What is our purpose in life?
An existential question, along the lines of “Why are we here?” and others like that.
My earliest recollection of having questions like this, was when I was a teenager. Looking out at a world filled with inequities, poverty, illness, suffering and more, I remember these questions arising from the fiery insides of a teenager who could sense that this was not right.
Later in my journey, in the early stages of learning Reiki as a healing system, I was nearly sure that there was a purpose to everything, that everything happened for a reason, and that must also mean that we are here for a reason in the first place. This belief was reinforced by the flow of events and miracles in life.
Even until recently, say, a year ago, I had formed an opinion of what I thought my purpose was. I would be a healer, a teacher, a facilitator in people’s transformation from suffering to joy, an instrument of manifesting creative ideas for the well being of others and so on.
Somewhere in that process, this sense of purpose got co-opted by the “I”. It became key to the vision and the part of the grand plan of the “I” and its push to make this unfold. The sense of grandeur, the sense of making a difference, the sense of leaving a mark, the sense of being special, more special than others etc. these would ebb and flow. I can’t say that I noticed it and knew it to the be case, but looking back now, the “I” certainly had take over Project Purpose completely.
Recently, I was having a conversation with a family member, and we were touching on mortality, how we all come in with an expiry date but don’t know what that date is and so forth. In the course of the conversation, my relative made the point that he’d like to live longer because he didn’t know if he had lived to fulfill his purpose.
I hadn’t thought about “Purpose” for a long while, months at least. And the question arose in a very pregnant pause: “What is our purpose in life?”
Many amazing people have commented on this matter. Here are some juicy ideas that have stood out for me.
The purpose of life is not to be happy. It is to be useful, to be honorable, to be compassionate, to have it make some difference that you have lived and lived well. ~ Ralph Waldo Emerson
The purpose of life is to contribute in some way to making things better. ~ Robert F. Kennedy
The purpose of life is a life of purpose. ~ Robert Byrne
The purpose of life is to live, learn, and love.”~ Christine Rice
Why stay we on earth except to grow? ~ Robert Browning
The purpose of our lives is to be happy. ~ The Dalai Lama
Too many people think that finding the reason God placed us here on earth will come in one assignment with a big title and complete job description. I believe that discovering our purpose will unfold slowly, like a seed planted deep in the ground. ~ Lysa TerKeurst
The purpose of life is to perfect love, and love is selfless action. Therefore, the purpose of life is to live in a state of fearless union. ~ RaSoul
And God created every living creature that now moveth, and one was man. Mud as man alone could speak.God leaned close as mud as man sat up, looked around, and spoke.

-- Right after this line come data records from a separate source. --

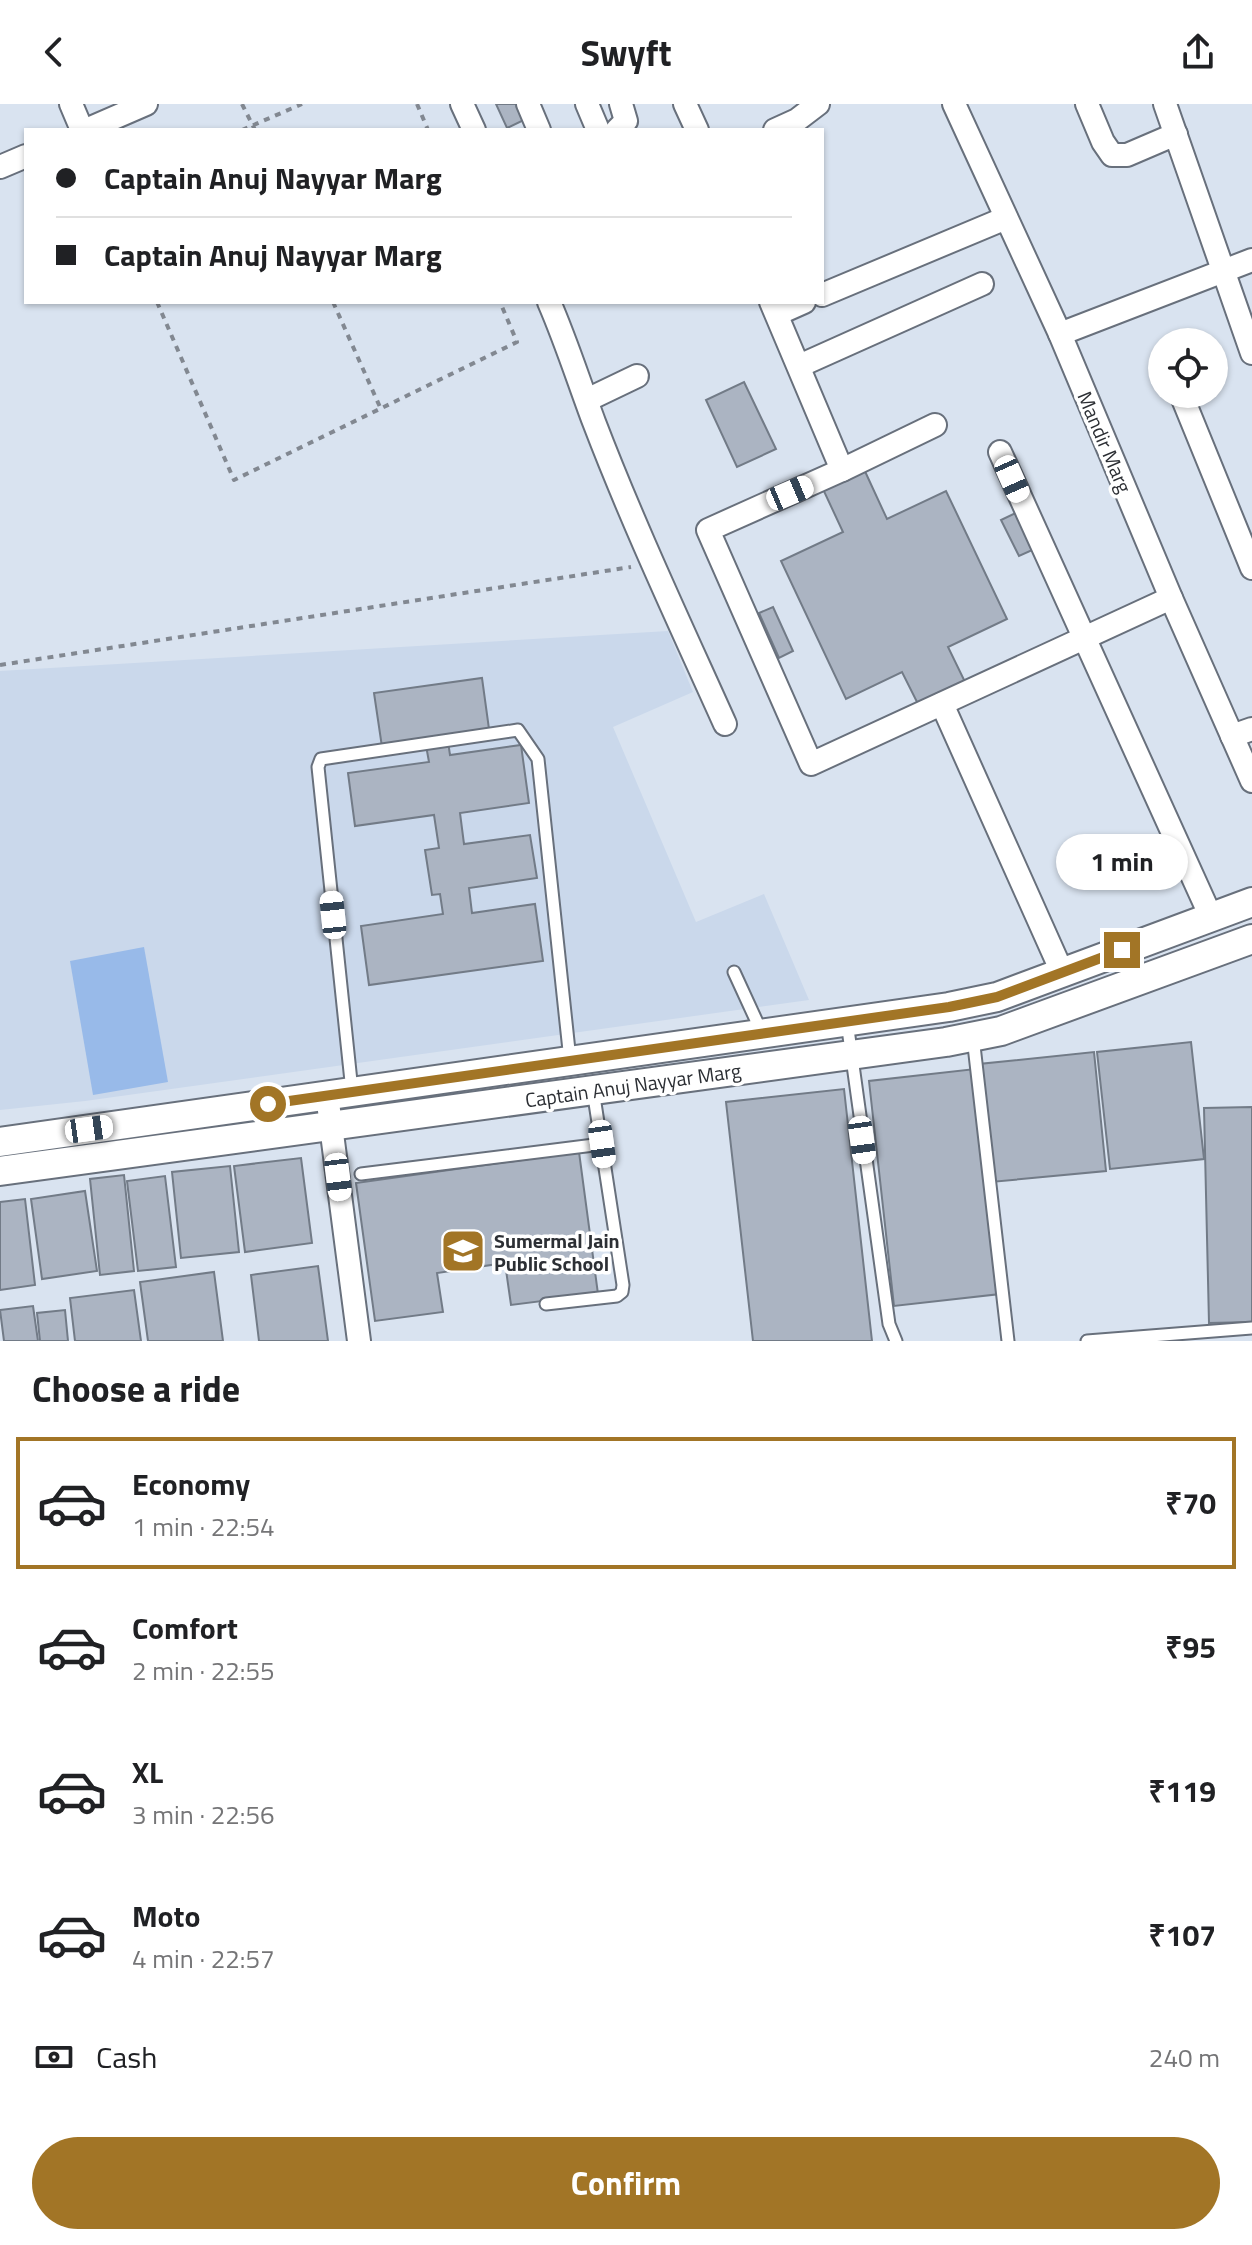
<!DOCTYPE html>
<meta charset="utf-8">
<style>
:root{--surface:#fff;--page:#f2f2f2;--text:#202124;--muted:#757577;--line:#e0e0e0;--accent:#a27526}
body{margin:0;font-family:"Titillium Web",sans-serif;background:var(--page);color:var(--text);height:100vh;display:flex;flex-direction:column;font-size:30px;white-space:nowrap}
*{box-sizing:border-box;margin:0}
p{font-size:26px;color:var(--muted)}
.icon{flex:none;width:44px;height:44px;fill:none;stroke:currentColor;stroke-width:2;stroke-linecap:round;stroke-linejoin:round}
.map{position:relative;height:1237px;overflow:hidden}
.sheet{display:flex;flex-direction:column;background:var(--surface);flex:1}
.sheet>*{flex:none}
.top-card{position:absolute;left:24px;top:24px;width:800px;height:176px;border-radius:0px;box-shadow:0 2px 6px #0004;display:grid;align-content:center;height:176px;padding:0 32px;background:var(--surface)}
.buttons{position:absolute;left:1148px;top:224px;display:grid;gap:16px}
.buttons a{display:grid;place-items:center;width:80px;height:80px;border-radius:50%;background:var(--surface);box-shadow:0 2px 6px #0004;font-size:40px}
.end{position:absolute;width:36px;height:36px;margin:-18px;border:10px solid #a27526;background:#fff;box-shadow:0 0 0 4px #fff}
.from{border-radius:50%}
.bubble{position:absolute;height:56px;border-radius:28px;background:var(--surface);box-shadow:0 2px 6px #0004;font-size:26px;font-weight:700;line-height:56px;text-align:center}
.car{position:absolute;width:24px;height:48px;margin:-24px -12px;border-radius:10px;box-shadow:0 0 6px 2px #0007;background:linear-gradient(#fff 24%,#345 0 40%,#fff 0 76%,#345 0 86%,#fff 0)}
.top-card b{display:flex;align-items:center;gap:28px;height:76px;font-size:30px}
.top-card b+b{border-top:2px solid var(--line)}
.top-card i{width:20px;height:20px;background:var(--text)}
ul{padding:0;list-style:none}
li{display:flex;align-items:center;gap:24px;height:132px;margin:0 16px 12px;padding:0 16px;border:4px solid transparent;border-radius:0px}
li div{flex:1}
li b{display:block;font-size:30px}
li em{font-style:normal;font-weight:700}
li.selected{border-color:var(--accent)}
li>.icon{width:72px;height:72px;stroke-width:1.5}
h2{padding:0 32px;font-size:36px;line-height:96px}
.pay{display:flex;align-items:center;gap:20px;height:88px;padding:0 32px;font-size:30px}
.pay p{margin-inline-start:auto}
.primary-button{display:flex;gap:16px;margin-top:auto;padding:16px 32px}
.primary-button a{flex:1;height:92px;border-radius:48px;background:var(--accent);color:#fff;font-size:32px;font-weight:700;line-height:92px;text-align:center}
header{display:flex;justify-content:space-between;align-items:center;height:104px;padding:0 32px;background:var(--surface);font-size:36px;font-weight:700}
.map>svg:first-child{display:block}
.built{fill:#cad8eb}
.green{fill:#98bae9}
.building{fill:#abb4c2;stroke:#727b87;stroke-width:2}
.lines{fill:none;stroke-linecap:round;stroke-linejoin:round}
.service-casing{stroke:#68707c;stroke-width:15}
.minor-casing{stroke:#68707c;stroke-width:26}
.tertiary-casing{stroke:#68707c;stroke-width:32}
.path{stroke:#828891;stroke-width:4;stroke-dasharray:6 6;stroke-linecap:butt}
.service{stroke:#fff;stroke-width:11}
.minor{stroke:#fff;stroke-width:22}
.tertiary{stroke:#fff;stroke-width:28}
.route{stroke:#a27526;stroke-width:10}
.labels{text-anchor:middle;dominant-baseline:central;stroke-width:7;stroke-linejoin:round;paint-order:stroke}
.street-label{font-size:20px;fill:#2c2f34;stroke:#fff}
.poi-label{font-size:20px;font-weight:bold;fill:#2c2f34;stroke:#fff;text-anchor:start}
</style>
<header><svg class="icon" aria-label="back" viewBox="0 0 24 24"><path d="M15 5l-7 7 7 7"/></svg>Swyft<svg class="icon" aria-label="share" viewBox="0 0 24 24"><path d="M12 15V3M7 8l5-5 5 5M5 13v7h14v-7"/></svg></header>
<div class="map">
<svg width="1252" height="1237" viewBox="0 0 1252 1237">
<rect width="100%" height="100%" fill="#d9e3f0"/>
<!-- built -->
<path class="built" d="M668 527 693 588 613 623 696 818 764 790 809 896 85 997 0 1006V567Z"/>
<!-- green -->
<path class="green" d="M144 843 168 978 93 991 70 857Z"/>
<!-- building -->
<g class="building">
<path d="M496 0H521L528 14 507 24Z"/>
<path d="M744 278 776 345 737 363 706 296Z"/>
<path d="M863 363 887 415 946 387 1007 515 948 543 967 582 920 604 902 568 846 595 781 457 843 428 822 383Z"/>
<path d="M1022 406 1039 443 1019 452 1001 416Z"/>
<path d="M773 503 793 547 779 554 759 509Z"/>
<path d="M482 574 489 625 447 631 450 651 521 641 529 699 460 709 464 740 530 731 537 774 469 784 472 809 535 800 543 857 369 881 361 822 443 810 440 790 432 791 425 746 439 744 434 711 355 722 348 669 429 658 425 636 382 643 374 589Z"/>
<path d="M1191 938 1204 1055 1110 1065 1097 948Z"/>
<path d="M1094 948 1106 1067 991 1078 979 960Z"/>
<path d="M975 965 1000 1190 894 1202 869 977Z"/>
<path d="M844 985 872 1237H753L726 998Z"/>
<path d="M1252 1003V1218L1209 1219 1204 1004Z"/>
<path d="M579 1048 598 1190 511 1201 505 1159 437 1169 443 1208 375 1217 356 1079Z"/>
<path d="M301 1054 312 1139 245 1148 234 1062Z"/>
<path d="M230 1062 239 1148 181 1154 172 1068Z"/>
<path d="M124 1071 134 1167 100 1171 90 1075Z"/>
<path d="M165 1072 176 1163 138 1167 127 1077Z"/>
<path d="M85 1087 97 1167 42 1175 31 1095Z"/>
<path d="M25 1095 35 1181 0 1186V1098Z"/>
<path d="M318 1162 328 1237H259L251 1171Z"/>
<path d="M214 1168 223 1237H148L140 1178Z"/>
<path d="M134 1186 141 1237H75L70 1194Z"/>
<path d="M33 1202 38 1237H4L0 1206Z"/>
<path d="M65 1206 68 1237H40L37 1209Z"/>
</g>
<g class="lines">
<!-- service casing -->
<g class="service-casing">
<g id="service">
<path d="M734 868 762 929"/>
<path d="M847 918 889 1220 896 1237"/>
<path d="M973 933 1008 1237"/>
<path d="M352 987 318 663 321 655 518 626 538 655 570 956"/>
<path d="M361 1070 602 1040"/>
<path d="M546 1200 617 1192 622 1188 623 1181 593 986"/>
<path d="M1087 1237 1252 1224"/>
</g>
</g>
<!-- minor casing -->
<g class="minor-casing">
<g id="minor">
<path d="M71 0 82 26"/>
<path d="M462 0 474 26"/>
<path d="M528 0 539 26"/>
<path d="M587 0 598 26"/>
<path d="M685 0 697 26"/>
<path d="M954 0 1060 230 1171 494 1252 677"/>
<path d="M1087 0 1103 38 1112 51H1127L1176 30"/>
<path d="M1165 0 1252 249"/>
<path d="M86 26 146 0"/>
<path d="M617 26 626 17 621 0"/>
<path d="M775 26 797 16 818 0"/>
<path d="M0 63 26 52"/>
<path d="M822 191 1006 114"/>
<path d="M549 198C566 237 579 278 594 318 633 420 680 520 725 620"/>
<path d="M771 198 842 366"/>
<path d="M777 210 804 198"/>
<path d="M1060 230 1252 156"/>
<path d="M799 262 982 180"/>
<path d="M1181 290 1252 464"/>
<path d="M587 296 637 272"/>
<path d="M935 321 842 366 708 426 811 660 1171 494"/>
<path d="M1000 348 1211 813"/>
<path d="M942 600 1062 868"/>
<path d="M1232 632 1252 625"/>
<path d="M327 991 359 1237"/>
</g>
</g>
<!-- tertiary casing -->
<g class="tertiary-casing">
<g id="tertiary">
<path d="M0 1038 949 903 997 893 1252 798"/>
<path d="M0 1067 946 938 1001 927 1252 835"/>
</g>
</g>
<!-- path -->
<g class="path">
<path d="M242 0 255 26"/>
<path d="M417 0 428 26"/>
<path d="M242 26 302 0"/>
<path d="M157 198 234 376 517 238 500 198"/>
<path d="M333 198 380 303"/>
<path d="M0 561 631 463"/>
</g>
<!-- service -->
<use href="#service" class="service"/>
<!-- minor -->
<use href="#minor" class="minor"/>
<!-- tertiary -->
<use href="#tertiary" class="tertiary"/>
</g>
<g class="lines">
<!-- route -->
<path class="route" d="M268 1000 949 903 997 893 1122 846"/>
</g>
<!-- icons -->
<defs>
<g id="school-square" transform="scale(2.3)"><rect x="-9" y="-9" width="18" height="18" rx="4" fill="#a27526" stroke="#fff"/><path d="M0-5L7-2L0 1L-7-2ZM-4 1L0 2.5L4 1V4Q0 6-4 4Z" fill="#fff"/></g>
</defs>
<g fill-rule="evenodd">
<use href="#school-square" x="463" y="1147"/>
</g>
<g class="labels">
<!-- street labels -->
<g class="street-label">
<text transform="translate(1105 338) rotate(67)">Mandir Marg</text>
<text transform="translate(633 981) rotate(-8)">Captain Anuj Nayyar Marg</text>
</g>
<!-- poi labels -->
<g class="poi-label">
<text x="494" y="1136">Sumermal Jain<tspan x="494" dy="23">Public School</tspan></text>
</g>
</g>
</svg>
<div class="buttons">
<a><svg class="icon" aria-label="locate" viewBox="0 0 24 24"><circle cx="12" cy="12" r="6"/><path d="M12 2v4M12 18v4M2 12h4M18 12h4"/></svg></a>
</div>
<i class="end from" style="left:268px;top:1000px"></i>
<i class="end" style="left:1122px;top:846px"></i>
<div class="bubble" style="left:1056px;top:730px;width:132px">1 min</div>
<i class="car" style="left:1012px;top:375px;rotate:156deg"></i>
<i class="car" style="left:790px;top:389px;rotate:67deg"></i>
<i class="car" style="left:333px;top:811px;rotate:354deg"></i>
<i class="car" style="left:89px;top:1025px;rotate:82deg"></i>
<i class="car" style="left:862px;top:1036px;rotate:172deg"></i>
<i class="car" style="left:602px;top:1040px;rotate:172deg"></i>
<i class="car" style="left:338px;top:1073px;rotate:173deg"></i>
<div class="top-card">
<b><i class="from"></i>Captain Anuj Nayyar Marg</b>
<b><i></i>Captain Anuj Nayyar Marg</b>
</div>
</div>
<section class="sheet">
<h2>Choose a ride</h2>
<ul>
<li class="selected"><svg class="icon" aria-label="car" viewBox="0 0 24 24"><path d="M5 17H2v-5l4-1 3-4h7l3 4 3 1v5h-3M9 17h6M6 11h13"/><circle cx="7" cy="17" r="2"/><circle cx="17" cy="17" r="2"/></svg><div><b>Economy</b><p>1 min · 22:54</p></div><em>₹70</em></li>
<li><svg class="icon" aria-label="car" viewBox="0 0 24 24"><path d="M5 17H2v-5l4-1 3-4h7l3 4 3 1v5h-3M9 17h6M6 11h13"/><circle cx="7" cy="17" r="2"/><circle cx="17" cy="17" r="2"/></svg><div><b>Comfort</b><p>2 min · 22:55</p></div><em>₹95</em></li>
<li><svg class="icon" aria-label="car" viewBox="0 0 24 24"><path d="M5 17H2v-5l4-1 3-4h7l3 4 3 1v5h-3M9 17h6M6 11h13"/><circle cx="7" cy="17" r="2"/><circle cx="17" cy="17" r="2"/></svg><div><b>XL</b><p>3 min · 22:56</p></div><em>₹119</em></li>
<li><svg class="icon" aria-label="car" viewBox="0 0 24 24"><path d="M5 17H2v-5l4-1 3-4h7l3 4 3 1v5h-3M9 17h6M6 11h13"/><circle cx="7" cy="17" r="2"/><circle cx="17" cy="17" r="2"/></svg><div><b>Moto</b><p>4 min · 22:57</p></div><em>₹107</em></li>
</ul>
<div class="pay"><svg class="icon" aria-label="cash" viewBox="0 0 24 24"><path d="M3 7h18v10H3z"/><circle cx="12" cy="12" r="2"/></svg>Cash<p>240 m</p></div>
<div class="primary-button"><a>Confirm</a></div>
</section>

Man blinked. “What is the purpose of all this?” he asked politely.“Everything must have a purpose?” asked God.
“Certainly,” said man.
“Then I leave it to you to think of one for all this,” said God. And He went away.” ~ Kurt Vonnegut, Cat’s Cradle
So, what is the purpose of life? A quick scan of what we hear from these amazing people is this: Perfect love. Selfless action. Living purposefully. Grow. Make things better. Be happy. Be useful. Be Compassionate. Make a difference. Also, if this is not good enough? Make one up 🙂
Seriously though, can we not see Usui san’s precepts in all of that? As I see it, Usui san taught us not what our purpose is, but how to live purposefully, in the moment.
And this is what is increasingly resonating with me.
I now see “Purpose” not as much as a grand vision that “I” should strive to “achieve”.
Rather I see it as choiceful living in the moment. How so?
I’ve been using a simple guideline — that which makes my heart-center expand, is in keeping with my reason to be.
That way, rather than trying to map out some grand big plan about my life, or uncover one that already exists for me, I figured I’ll move that into small bite-size chunks, of noticing my heart-center and see if my experience in the moment is contracted or expanded.
If I’m feeling contracted, like it does when I get angry or fearful for instance, I know that I’ve chosen wrong in that moment, and can immediately make the change needed, to shift from contraction to expansion in the heart center.
That, I see as being choiceful in the moment.
By trying to simplify it to how I should be and choose to be in the moment, I feel like the burden of having to know my purpose has lightened (can’t say it has disappeared, but it has surely lightened).
In all humility, I have no idea if this is a better way or not, but it is certainly helping me pay attention to the detail in the moment, and not get caught up necessarily in far reaching plans as “I” used to get caught up even months ago.
What is your perspective on”Purpose”? What resonates with you about Usui san’s teachings in this regard?